*Work required*
Count the lines in the records beneath this task that contain the string "Rumah", then give the count by itself.

"""

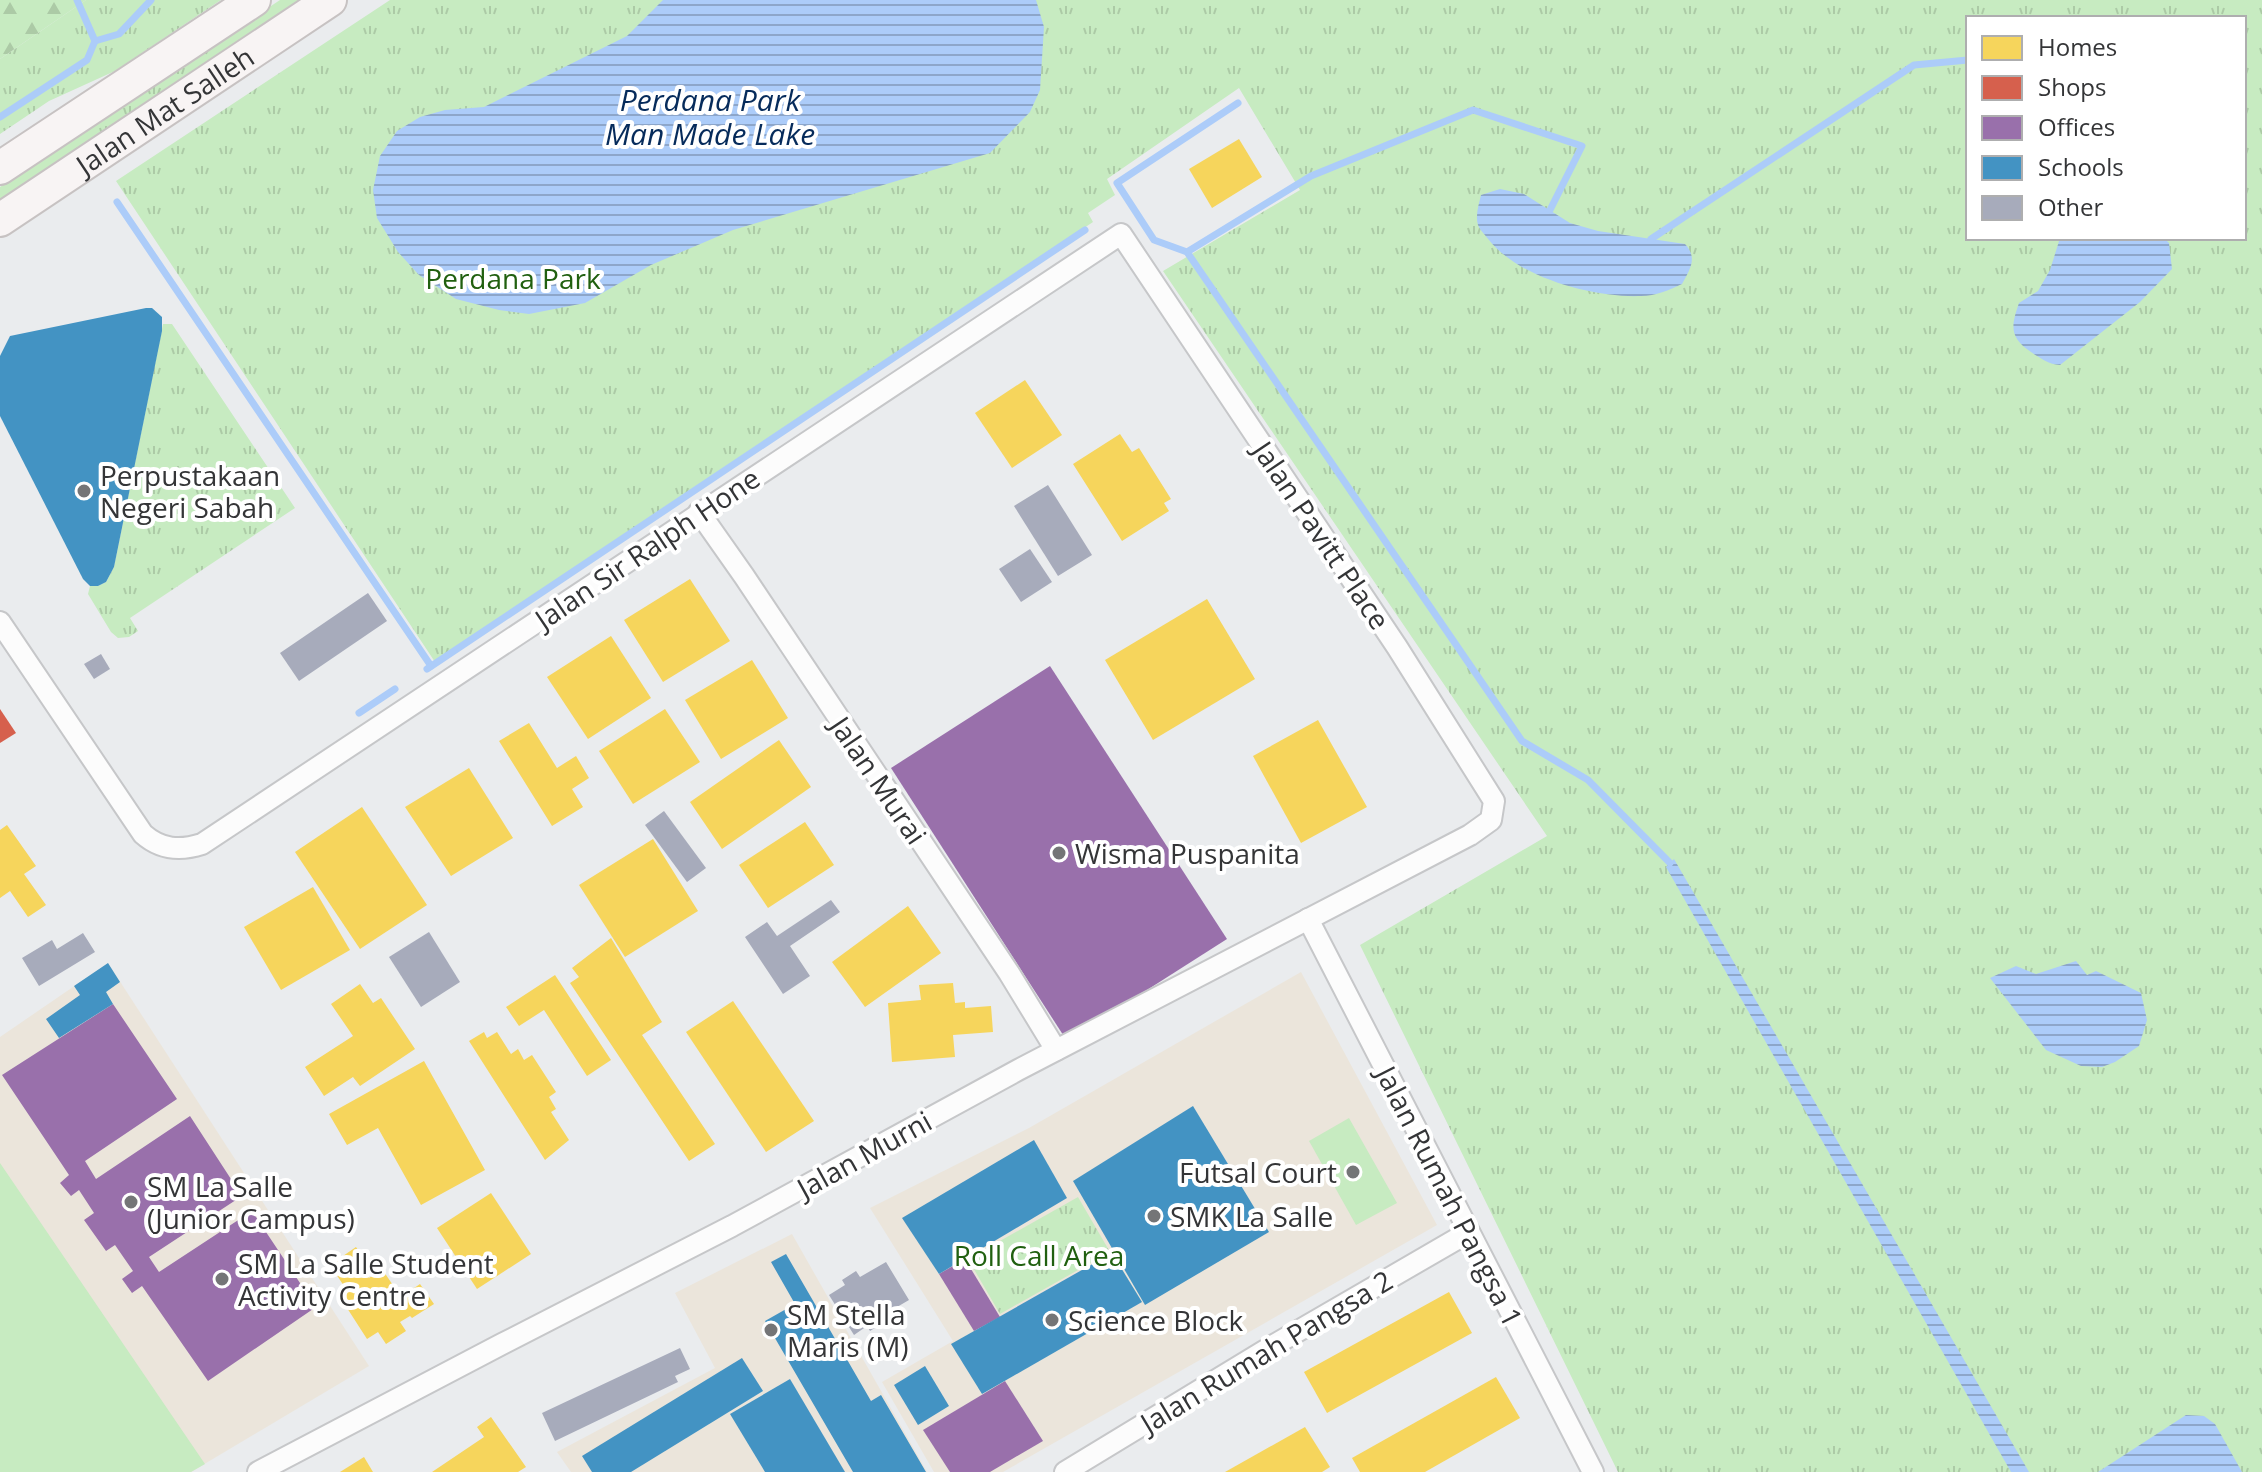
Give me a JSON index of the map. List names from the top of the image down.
{
  "streets": {
    "main road": ["Jalan Mat Salleh"],
    "street": [
      "Jalan Pavitt Place",
      "Jalan Sir Ralph Hone",
      "Jalan Murai",
      "Jalan Murni",
      "Jalan Rumah Pangsa 1",
      "Jalan Rumah Pangsa 2"
    ]
  },
  "crossings": [
    ["Jalan Pavitt Place", "Jalan Sir Ralph Hone"],
    ["Jalan Pavitt Place", "Jalan Murni"],
    ["Jalan Sir Ralph Hone", "Jalan Murai"],
    ["Jalan Murai", "Jalan Murni"],
    ["Jalan Murni", "Jalan Rumah Pangsa 1"],
    ["Jalan Rumah Pangsa 1", "Jalan Rumah Pangsa 2"]
  ],
  "water": ["Perdana Park Man Made Lake"],
  "parks": ["Perdana Park", "Roll Call Area"],
  "places": [
    "Perpustakaan Negeri Sabah",
    "Wisma Puspanita",
    "Futsal Court",
    "SM La Salle (Junior Campus)",
    "SMK La Salle",
    "SM La Salle Student Activity Centre",
    "Science Block",
    "SM Stella Maris (M)"
  ],
  "legend": [
    "Homes",
    "Shops",
    "Offices",
    "Schools",
    "Other"
  ]
}
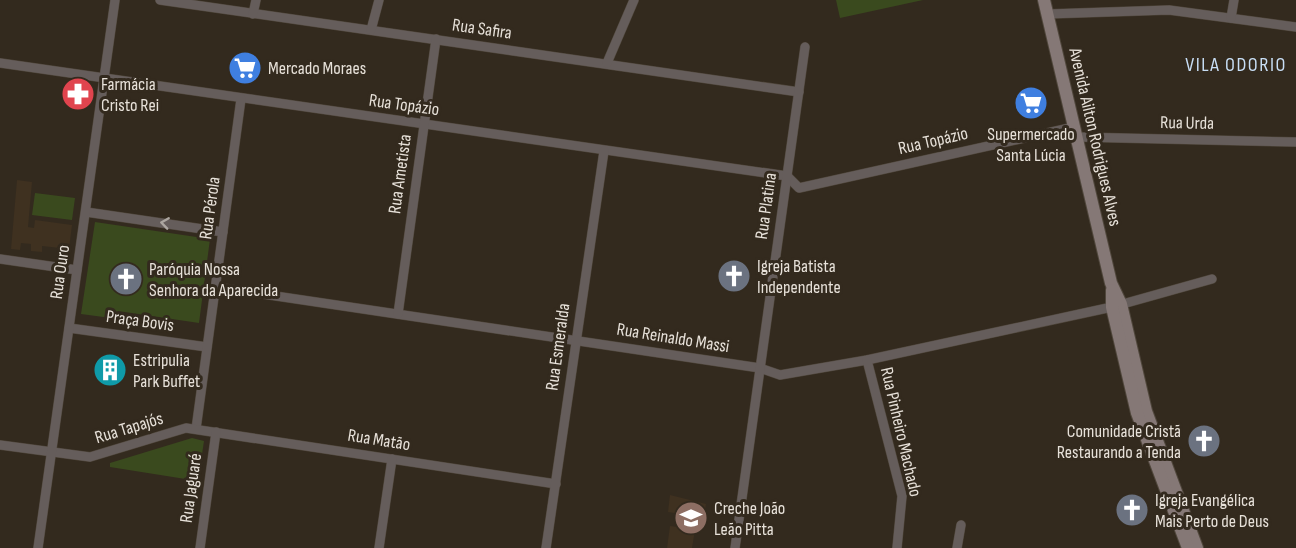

"""

*Written solution*
4